I realised not long ago that I have tended for most of my life – albeit unconsciously – to reckon the worth of things by how long they are likely to last; and this despite the fact that so many things I love and whose presence gives meaning to my own life – small plants, lively insects, the changing skies, the seasons of the year – are ephemeral by their very nature, and they last only moments, days or weeks or months, before reaching an end implicit in their merely being what they are. I love humans, too, I realised, for who they are not for what they might achieve; and humans don’t last long compared with trees, or with the rock formations that are such striking and ancient companions of ours in this part of the country.
The worth of something, as I had unthinkingly valued it, is its essence: the thing that exists, persists, being the thing itself. It is an illusion: phenomena, any phenomena, are empty, surely, of any such essence.
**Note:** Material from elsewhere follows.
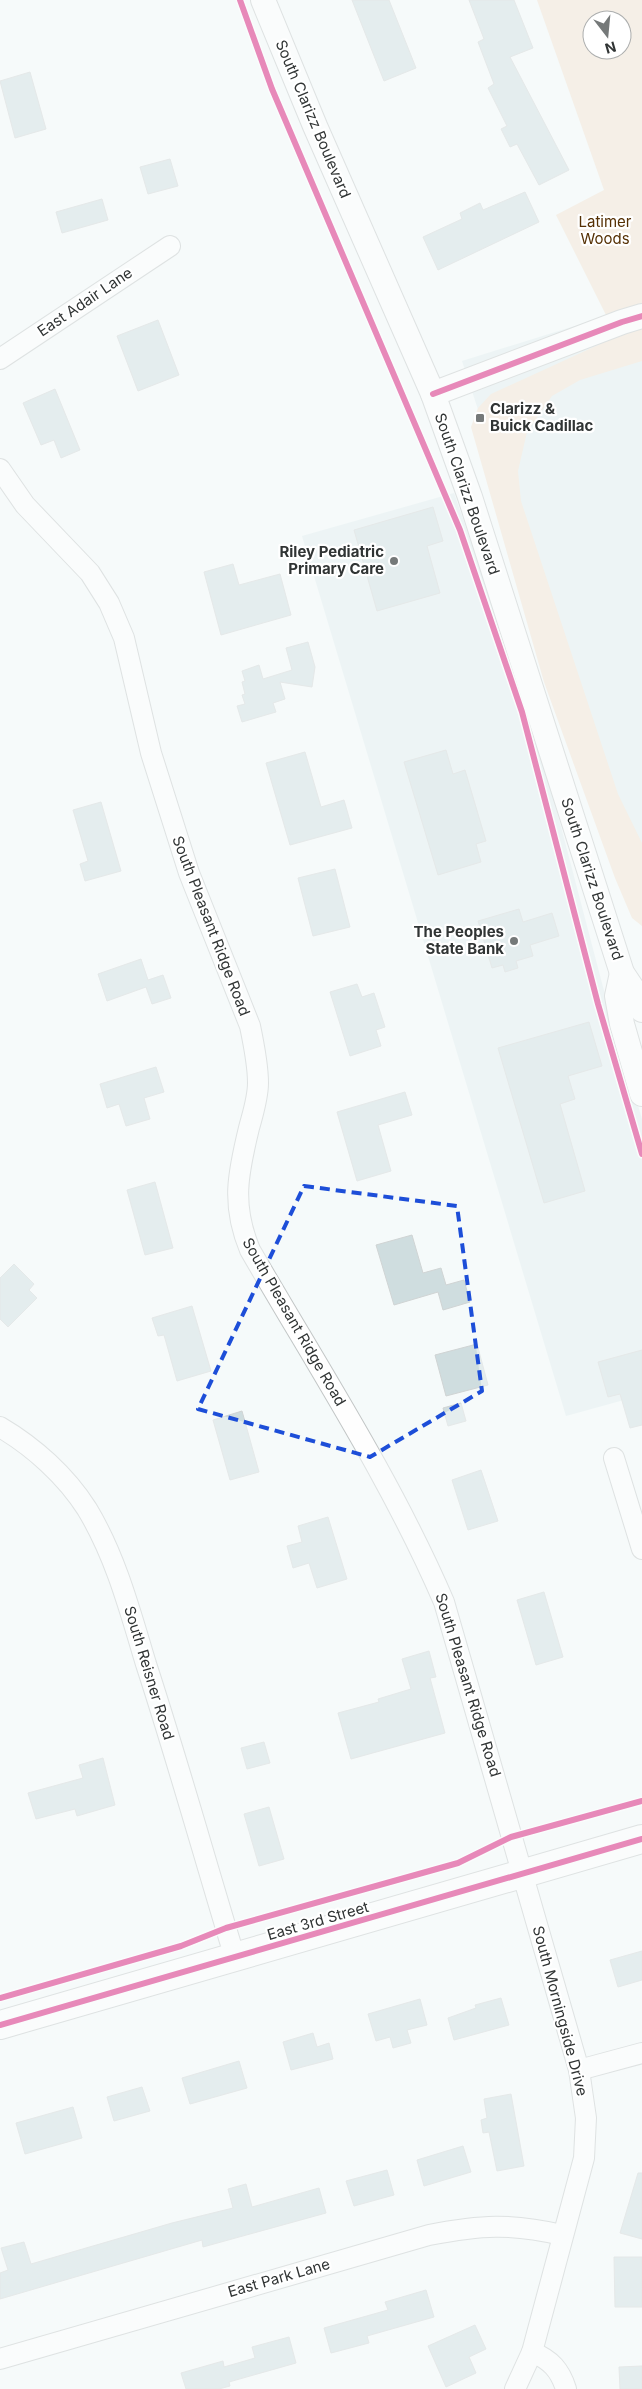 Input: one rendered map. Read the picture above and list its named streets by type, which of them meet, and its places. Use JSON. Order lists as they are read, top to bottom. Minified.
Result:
{"streets":{"highway":["East 3rd Street"],"street":["South Clarizz Boulevard","East Adair Lane","South Pleasant Ridge Road","South Reisner Road","South Morningside Drive","East Park Lane"]},"crossings":[["South Pleasant Ridge Road","East 3rd Street"],["South Pleasant Ridge Road","South Morningside Drive"],["South Reisner Road","East 3rd Street"],["East 3rd Street","South Morningside Drive"],["South Morningside Drive","East Park Lane"]],"parks":["Latimer Woods"],"places":{"transit":["Clarizz & Buick Cadillac"],"other":["Riley Pediatric Primary Care","The Peoples State Bank"]},"north":"bottom"}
They are merely what they are, and that in relation to all else that is, to the shifting patterns on the bright skin of the stream, “the ever-transforming patterns of the cosmos as a whole.” (Reninger) It’s clinging to this idea of essence that gives rise to our constant craving, our helpless longing for permanence that is the growth-point for the whole tragic enterprise of human pride – the error of Ozymandias.
We are frail, and temporary, and lovely; we are precious as all life is precious, and our loveliness, like the loveliness of all that lives, is in our fleetingness. The points of light on the sparkling water last an instant – their beauty is in that. Death is implicit in being born; life would not be possible without it, and it is a loyal friend to the living. All we need is to sit still, and watch the emptiness of separate things; the delicious freshness of impermanence itself will come by like the scent of flowers through an open window in summer. Death will come and sit on the end of our bed, and fill his pipe, and talk to us of life; and all will be well, and all manner of things will be well.